Records drawn from a dataset
=-=-=-=-=

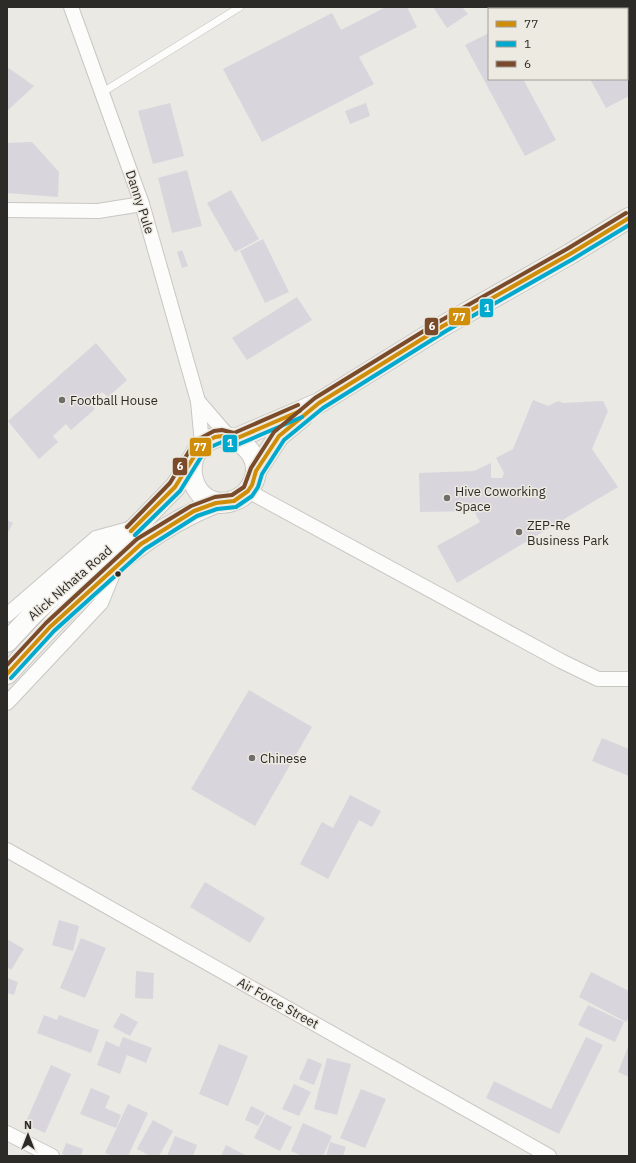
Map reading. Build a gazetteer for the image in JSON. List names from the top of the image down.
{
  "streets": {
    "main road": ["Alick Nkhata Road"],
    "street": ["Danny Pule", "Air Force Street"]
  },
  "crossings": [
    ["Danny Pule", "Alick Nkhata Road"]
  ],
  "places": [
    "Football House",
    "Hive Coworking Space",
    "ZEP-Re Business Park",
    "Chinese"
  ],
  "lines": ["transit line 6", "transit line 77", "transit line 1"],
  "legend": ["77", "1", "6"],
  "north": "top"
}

=-=-=-=-=

### How to complete this task
Please print the entries shown above again, exactly, and skip the pictures.

### Exercise solution
Map reading. Build a gazetteer for the image in JSON. List names from the top of the image down.
{
  "streets": {
    "main road": ["Alick Nkhata Road"],
    "street": ["Danny Pule", "Air Force Street"]
  },
  "crossings": [
    ["Danny Pule", "Alick Nkhata Road"]
  ],
  "places": [
    "Football House",
    "Hive Coworking Space",
    "ZEP-Re Business Park",
    "Chinese"
  ],
  "lines": ["transit line 6", "transit line 77", "transit line 1"],
  "legend": ["77", "1", "6"],
  "north": "top"
}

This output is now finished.